Résultats des régionales en Occitanie : Il n’y aura pas d’accord entre Carole Delga (PS) et EELV

POLITIQUE En Occitanie, la présidente sortante Carole Delga (PS), n’a pas trouvé d’accords avec le candidat EELV, Antoine Maurice. La gouvernance et le nombre de places sur la liste ont été des pierres d’achoppement, tout comme la jurisprudence du mandat passé

Béatrice Colin

— 

Le candidat EELV, Antoine Maurice, et la présidente socialiste sortante, Carole Delga, n'ont pas trouve d'accord pour le second tour aux régionales en Occitanie.
Le candidat EELV, Antoine Maurice, et la présidente socialiste sortante, Carole Delga, n'ont pas trouve d'accord pour le second tour aux régionales en Occitanie. — Alain Robert / SIPA
  • En Occitanie, Carole Delga (PS) est arrivée en tête au premier tour des élections régionales avec 39,57 % des voix, devant le RN Jean-Paul Garraud (22,61 %) et le LR Aurélien Pradié (12,19 %).
  • La présidente socialiste sortante avait la possibilité de fusionner sa liste avec celle d’Antoine Maurice (EELV) qui a obtenu 8 %, mais aucun accord ne sera signé.
  • Les questions de la gouvernance ou du nombre de places sur la liste ont été au cœur des divergences.

Dimanche soir, on entendait résonner les appels à l’union de la gauche pour le second tour des régionales en Occitanie. Antoine Maurice, le candidat EELV arrivé en quatrième place avec 8,84 %, expliquait même que « le second tour c’est le temps du rassemblement », pensant aboutir ce lundi à un accord avec la socialiste Carole Delga, arrivée en tête (39,57 %). Mais ces déclarations se sont heurtées au mur des négociations.

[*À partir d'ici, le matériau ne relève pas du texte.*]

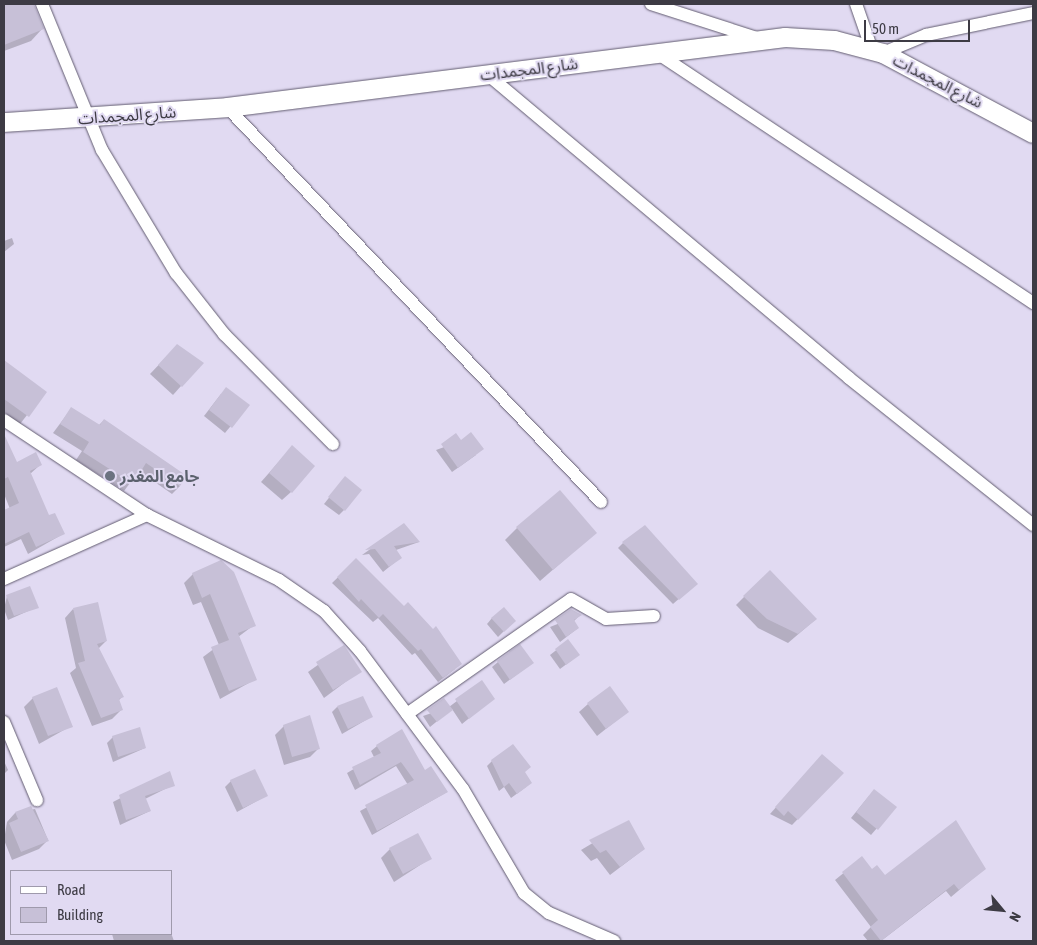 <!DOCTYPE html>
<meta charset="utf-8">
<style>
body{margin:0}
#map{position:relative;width:1037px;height:945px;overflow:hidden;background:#e1daf2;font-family:"Asap Condensed","Noto Sans Arabic",sans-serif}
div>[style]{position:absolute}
.shadow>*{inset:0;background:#0003}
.building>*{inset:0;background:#c7c0d7}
.roads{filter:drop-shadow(0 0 1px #625c70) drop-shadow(0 0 1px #625c70)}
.street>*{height:12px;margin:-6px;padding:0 6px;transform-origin:6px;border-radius:6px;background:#fff}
.secondary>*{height:19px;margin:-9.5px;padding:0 9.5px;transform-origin:9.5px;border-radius:9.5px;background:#fff}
.dots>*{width:14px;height:14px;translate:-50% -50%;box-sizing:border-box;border:2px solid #e1daf2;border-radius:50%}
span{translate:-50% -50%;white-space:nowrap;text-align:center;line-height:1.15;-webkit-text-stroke:4px #e1daf2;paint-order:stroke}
.street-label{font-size:16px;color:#3d3b44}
.worship-label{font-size:16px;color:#5b616d;font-weight:700}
.left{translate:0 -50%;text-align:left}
.frame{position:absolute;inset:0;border:5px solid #3d3b44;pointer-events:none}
.legend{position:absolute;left:10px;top:870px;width:162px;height:65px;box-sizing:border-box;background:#e1daf2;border:1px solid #9f9aac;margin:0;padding:6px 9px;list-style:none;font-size:15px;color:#3d3b44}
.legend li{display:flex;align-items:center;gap:10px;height:25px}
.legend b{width:25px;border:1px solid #9f9aac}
.north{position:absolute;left:977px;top:885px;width:50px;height:50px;-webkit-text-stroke:4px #e1daf2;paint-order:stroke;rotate:118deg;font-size:14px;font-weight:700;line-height:20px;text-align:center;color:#3d3b44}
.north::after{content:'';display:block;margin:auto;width:18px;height:22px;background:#3d3b44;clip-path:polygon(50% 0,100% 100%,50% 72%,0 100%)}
.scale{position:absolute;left:864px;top:20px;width:106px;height:22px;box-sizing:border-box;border:2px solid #3d3b44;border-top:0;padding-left:6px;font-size:15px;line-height:18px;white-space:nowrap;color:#3d3b44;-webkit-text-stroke:4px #e1daf2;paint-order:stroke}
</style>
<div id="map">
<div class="shadow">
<div style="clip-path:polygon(4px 4px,33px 4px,42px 29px,31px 41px,4px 51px)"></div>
<div style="clip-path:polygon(12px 238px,14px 244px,4px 252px,4px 241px)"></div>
<div style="clip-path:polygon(169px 354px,181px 386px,173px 395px,150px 374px)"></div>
<div style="clip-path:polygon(4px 362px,45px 392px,20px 424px,4px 412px)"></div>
<div style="clip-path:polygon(221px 394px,248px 405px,225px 433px,204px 416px)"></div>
<div style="clip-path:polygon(71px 409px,98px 426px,104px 420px,180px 486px,172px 494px,139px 471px,124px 491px,76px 460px,82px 451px,53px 433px)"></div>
<div style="clip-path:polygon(4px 437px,16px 464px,40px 465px,30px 474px,48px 517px,63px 534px,28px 554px,21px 539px,4px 547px,4px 511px,10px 509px,4px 494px)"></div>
<div style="clip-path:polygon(461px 441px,476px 455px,452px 472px,436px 450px)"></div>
<div style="clip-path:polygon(284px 456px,291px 492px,282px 500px,261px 482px)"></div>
<div style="clip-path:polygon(340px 484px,344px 510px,339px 515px,324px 504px)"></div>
<div style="clip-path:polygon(404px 525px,419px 542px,396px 550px,394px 563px,383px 572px,369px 554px,362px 555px)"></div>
<div style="clip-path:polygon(517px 528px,595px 533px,540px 581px,505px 540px)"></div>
<div style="clip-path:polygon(623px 543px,690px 589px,673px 604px,618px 548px)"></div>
<div style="clip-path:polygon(356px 560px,455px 669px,438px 682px,415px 653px,412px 655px,378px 618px,373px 622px,332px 583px)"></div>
<div style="clip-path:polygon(770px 571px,816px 619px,788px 643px,758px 628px,736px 605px)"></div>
<div style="clip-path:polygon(193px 574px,254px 625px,238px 637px,256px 679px,220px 699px,203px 657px,219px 645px,201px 602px,193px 605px,184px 583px)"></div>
<div style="clip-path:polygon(7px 596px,37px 607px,8px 620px,4px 609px)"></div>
<div style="clip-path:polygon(73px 609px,106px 641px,98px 649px,122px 697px,118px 701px,121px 710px,112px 719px,92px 726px,70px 673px,76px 668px,65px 618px)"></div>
<div style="clip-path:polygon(580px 615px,573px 622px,578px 628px,560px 642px,550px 627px)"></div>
<div style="clip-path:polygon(492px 618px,509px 626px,498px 637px,487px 624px)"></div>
<div style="clip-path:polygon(568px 641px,572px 660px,560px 669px,550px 655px)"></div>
<div style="clip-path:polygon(343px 647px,360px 671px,324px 698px,308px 672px)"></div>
<div style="clip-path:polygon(498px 662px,532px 663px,504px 684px,492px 667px)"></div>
<div style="clip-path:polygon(482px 682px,489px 702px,462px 724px,452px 709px,430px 727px,423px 716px,449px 707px)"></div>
<div style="clip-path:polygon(33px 698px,71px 726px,39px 744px,24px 707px)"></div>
<div style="clip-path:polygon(588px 704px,627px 712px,597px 736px,579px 712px)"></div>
<div style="clip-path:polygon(337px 707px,371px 717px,342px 734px,332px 712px)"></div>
<div style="clip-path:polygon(284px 726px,318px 749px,310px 757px,284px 765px,275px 735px)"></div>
<div style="clip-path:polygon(113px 737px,145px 748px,113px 762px,107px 743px)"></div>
<div style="clip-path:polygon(377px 746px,447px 792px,372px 835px,360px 811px,408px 785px,396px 766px,355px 790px,347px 773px,374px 757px,371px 751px)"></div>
<div style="clip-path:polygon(4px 761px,8px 770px,4px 774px)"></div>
<div style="clip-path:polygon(492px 761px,524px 773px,526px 787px,511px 798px,504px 787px,499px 791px,487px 766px)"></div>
<div style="clip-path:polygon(816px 762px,842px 773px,792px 825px,770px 814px)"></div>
<div style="clip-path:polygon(169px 773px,173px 785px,145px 799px,150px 811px,120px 825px,113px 802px)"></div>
<div style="clip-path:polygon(231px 781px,266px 796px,237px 812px,225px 787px)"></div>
<div style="clip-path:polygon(869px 796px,895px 807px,871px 835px,851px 818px)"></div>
<div style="clip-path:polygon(35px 809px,48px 840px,39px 849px,12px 860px,4px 840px,7px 822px,15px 813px)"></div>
<div style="clip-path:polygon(628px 822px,644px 849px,610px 875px,597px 858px,591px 861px,581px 850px)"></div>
<div style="clip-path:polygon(390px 849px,431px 858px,394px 882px,381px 858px)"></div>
<div style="clip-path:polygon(862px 858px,872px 871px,885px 877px,984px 869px,951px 897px,946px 891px,881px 941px,868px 941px,863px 935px,871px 927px,835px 880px)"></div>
<div style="clip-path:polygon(171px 933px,174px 941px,114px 941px,112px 934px)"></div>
</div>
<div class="building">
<div style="clip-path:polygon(4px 4px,34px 4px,44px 29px,4px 45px)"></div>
<div style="clip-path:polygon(177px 344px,204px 363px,182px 387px,158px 365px)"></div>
<div style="clip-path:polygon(4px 360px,47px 392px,29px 417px,4px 399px)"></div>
<div style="clip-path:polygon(226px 387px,250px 405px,232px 428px,209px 410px)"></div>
<div style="clip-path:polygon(71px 407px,100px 425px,104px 419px,187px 476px,180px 486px,146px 463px,133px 484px,83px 452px,89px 442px,60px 424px)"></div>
<div style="clip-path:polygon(471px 432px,484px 449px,458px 468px,441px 444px,456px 433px,461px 440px)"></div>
<div style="clip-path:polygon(4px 434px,17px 462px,36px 452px,42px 465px,30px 471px,49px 515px,55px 513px,65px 534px,36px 547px,29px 532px,4px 544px,4px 510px,19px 503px,8px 477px,4px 479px)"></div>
<div style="clip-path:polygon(292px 445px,315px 466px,292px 493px,269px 473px)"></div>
<div style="clip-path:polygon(345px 476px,362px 490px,345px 511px,328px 497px)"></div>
<div style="clip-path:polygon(560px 490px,597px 533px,553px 570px,516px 527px)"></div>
<div style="clip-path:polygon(404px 523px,420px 542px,394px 546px,402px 558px,389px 567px,375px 549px,365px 550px)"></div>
<div style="clip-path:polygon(645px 525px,698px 584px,679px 600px,622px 542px)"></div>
<div style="clip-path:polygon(356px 558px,404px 606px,408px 602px,433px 629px,436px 626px,462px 664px,443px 678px,421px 649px,418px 651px,383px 614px,379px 618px,361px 599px,359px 602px,337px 577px)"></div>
<div style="clip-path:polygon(221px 560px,234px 572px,256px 626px,238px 633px,257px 680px,229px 691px,211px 647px,229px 640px,210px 594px,202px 598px,192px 573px)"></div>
<div style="clip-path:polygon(770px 570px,817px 619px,798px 634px,767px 619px,743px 596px)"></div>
<div style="clip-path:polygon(30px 586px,39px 608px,14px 616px,6px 595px)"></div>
<div style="clip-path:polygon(98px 602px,107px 641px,97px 644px,124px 697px,119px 699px,123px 710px,101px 718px,78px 663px,85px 661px,73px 608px)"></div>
<div style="clip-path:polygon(504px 607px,516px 621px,504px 632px,491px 618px)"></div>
<div style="clip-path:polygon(571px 609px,582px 615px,574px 620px,579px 628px,566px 637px,555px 620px)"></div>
<div style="clip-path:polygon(568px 639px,580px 655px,566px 665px,555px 649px)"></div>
<div style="clip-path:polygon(520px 644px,534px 663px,510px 680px,497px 661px)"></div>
<div style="clip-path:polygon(344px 645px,362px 672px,333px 690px,316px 662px)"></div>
<div style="clip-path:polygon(482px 680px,495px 699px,469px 719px,455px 699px)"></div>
<div style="clip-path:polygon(610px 686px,629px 712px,606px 729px,587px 703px)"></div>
<div style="clip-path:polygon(57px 687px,73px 727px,48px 736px,32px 697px)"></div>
<div style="clip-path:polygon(363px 696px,373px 717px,348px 729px,337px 706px)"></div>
<div style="clip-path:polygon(444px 698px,453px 710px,437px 722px,427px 710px)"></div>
<div style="clip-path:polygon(310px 715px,320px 749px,292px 757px,283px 725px)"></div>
<div style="clip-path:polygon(140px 727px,146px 748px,118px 757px,112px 736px)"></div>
<div style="clip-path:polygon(402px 729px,425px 770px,431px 766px,448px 792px,377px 831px,365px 805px,414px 780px,401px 762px,360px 785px,352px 767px,381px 753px,376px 745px)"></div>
<div style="clip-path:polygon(513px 744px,531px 767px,525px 772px,532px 783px,517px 794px,509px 783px,504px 787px,491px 760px)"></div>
<div style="clip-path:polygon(822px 754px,844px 773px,798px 820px,788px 811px,784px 816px,775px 807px)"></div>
<div style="clip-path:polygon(255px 769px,268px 796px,243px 808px,230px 780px)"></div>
<div style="clip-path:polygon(170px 771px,175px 786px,145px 796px,151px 811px,126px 820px,119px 795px)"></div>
<div style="clip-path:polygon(874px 789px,897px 807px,878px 830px,856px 812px)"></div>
<div style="clip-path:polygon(31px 806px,49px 841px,21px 852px,9px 823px,18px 819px,15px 812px)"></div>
<div style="clip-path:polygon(629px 820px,645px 849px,620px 867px,606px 850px,600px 853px,589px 840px)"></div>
<div style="clip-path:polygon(956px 820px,986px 869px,959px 890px,954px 884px,881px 941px,870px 927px,878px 920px,842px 872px,862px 856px,872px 869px,877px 865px,885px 875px)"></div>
<div style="clip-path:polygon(418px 833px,432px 859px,403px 874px,389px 848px)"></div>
</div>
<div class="roads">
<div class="street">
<div style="left:42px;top:4px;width:158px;rotate:67.7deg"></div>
<div style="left:102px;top:150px;width:144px;rotate:59deg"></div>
<div style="left:176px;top:273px;width:78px;rotate:51.8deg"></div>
<div style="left:224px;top:334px;width:155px;rotate:45.3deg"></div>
<div style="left:651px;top:4px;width:111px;rotate:17.8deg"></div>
<div style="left:856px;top:4px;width:49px;rotate:70.8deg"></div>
<div style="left:657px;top:53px;width:452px;rotate:33.6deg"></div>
<div style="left:883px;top:53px;width:47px;rotate:-22.7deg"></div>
<div style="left:926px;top:35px;width:109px;rotate:-11.6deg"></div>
<div style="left:487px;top:74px;width:473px;rotate:40deg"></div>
<div style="left:849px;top:378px;width:236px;rotate:38.6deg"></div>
<div style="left:227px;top:107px;width:544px;rotate:46.56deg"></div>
<div style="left:4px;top:420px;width:172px;rotate:33.6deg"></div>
<div style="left:147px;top:515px;width:147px;rotate:26.2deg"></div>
<div style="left:279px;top:580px;width:55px;rotate:34.6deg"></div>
<div style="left:324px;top:611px;width:54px;rotate:48deg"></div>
<div style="left:360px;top:651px;width:172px;rotate:53.3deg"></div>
<div style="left:463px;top:789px;width:121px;rotate:59.6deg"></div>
<div style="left:524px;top:893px;width:32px;rotate:39deg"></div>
<div style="left:549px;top:913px;width:71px;rotate:23.3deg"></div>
<div style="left:4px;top:579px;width:157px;rotate:-24.1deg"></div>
<div style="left:407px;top:714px;width:200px;rotate:-35deg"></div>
<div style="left:571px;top:599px;width:40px;rotate:29.7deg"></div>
<div style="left:606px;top:619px;width:48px;rotate:-3.6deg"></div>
<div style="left:4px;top:722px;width:85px;rotate:67.1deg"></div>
</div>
<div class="secondary">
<div style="left:4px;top:122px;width:224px;rotate:-3.8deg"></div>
<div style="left:227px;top:107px;width:562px;rotate:-7.15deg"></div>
<div style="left:785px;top:37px;width:49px;rotate:3.5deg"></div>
<div style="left:834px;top:40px;width:51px;rotate:14.9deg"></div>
<div style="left:883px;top:53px;width:170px;rotate:28.1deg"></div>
</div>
</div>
<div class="dots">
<div style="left:110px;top:476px;background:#6b7280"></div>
</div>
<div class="street-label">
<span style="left:529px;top:69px;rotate:-7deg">شارع المجمدات</span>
<span style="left:938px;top:81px;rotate:27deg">شارع المجمدات</span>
<span style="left:127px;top:115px;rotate:-4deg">شارع المجمدات</span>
</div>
<div class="worship-label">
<span class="left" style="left:120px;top:476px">جامع المغدر</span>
</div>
<div class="frame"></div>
<ul class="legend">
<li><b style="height:6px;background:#fff"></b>Road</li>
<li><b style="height:14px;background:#c7c0d7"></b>Building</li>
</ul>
<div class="north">N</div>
<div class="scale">50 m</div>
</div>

En milieu d’après-midi, le candidat écologiste annonçait que les discussions avec l’équipe de Carole Delga étaient suspendues, le regrettant. Dans un communiqué, il se disait prêt à mettre un mouchoir sur son opposition au projet d’agrandissement de Port-la-Nouvelle ou encore à celui de l’autoroute Toulouse-Castres, soutenus par la présidente socialiste sortante. Et de conclure qu’il espérait que sa « main tendue » puisse encore être saisie. Moins d’une heure plus tard, la principale intéressée fermait définitivement la porte à une possible fusion.

« A un moment donné on se doit d’avancer. Nous n’avons pas trouvé d’issue favorable, les discussions n’ont pas permis de trouver d’accord, et sur le nombre de conseillers régionaux, et sur le fonctionnement de la majorité. J’ai proposé huit places ils en réclamaient 18. Nous avons un projet écologique et citoyen qui répond à l’urgence écologique » a indiqué Carole Delga lors d’un point presse.

Cette dernière présentera donc la même liste au premier tour qu’au second, faisant valoir qu’elle compte parmi ses troupes des représentants de l’écologie, notamment Agnès Langevine, vice-présidente sortante suspendue par EELV, et qu’elle bénéficie aussi du soutien de têtes d’affiche comme José Bové.

Gouvernance et jurisprudence

Au-delà des divergences sur la future gouvernance, Carole Delga peut cette fois-ci se permettre de faire cavalier seul. Contrairement à 2015. Entre les deux scrutins, la socialiste a gagné près de 100.000 électeurs au premier tour alors que l’abstention est plus élevée cette année qu’au précédent scrutin. Elle est aussi arrivée en tête, devançant le RN Jean-Paul Garraud de 255.000 voix, quand en 2015 c’est Louis Aliot qui la supplantait de plus de 150.000 voix.

Ce dimanche, une partie des 133.388 électeurs qui se sont prononcés pour Antoine Maurice pourraient glisser naturellement son nom dans l’urne. Et Carole Delga pourrait bénéficier du sursaut de participation s’il y en a un, comme cela avait été le cas il y a six ans. Si elle est réélue, cela lui permettra de repartir aussi avec une majorité plus indéfectible, ce qui n’a pas été toujours le cas au cours du dernier mandat avec les écologistes. Sans parler des membres du Front de gauche, élus sur sa liste en 2015, et qui s’opposaient à certains projets de la majorité.

Carole Delga avait d’ailleurs annoncé de longue date qu’elle ne fusionnerait pas avec la liste de Myriam Martin (LFI/NPA) si celle-ci obtenait plus de 5 %. Ce qui a été le cas dimanche soir. « Son choix ne rassemble pas, il exclut. Le temps ne devrait pas être au sectarisme mais à l’humilité et à la vigilance démocratique », déplore la candidate Insoumise.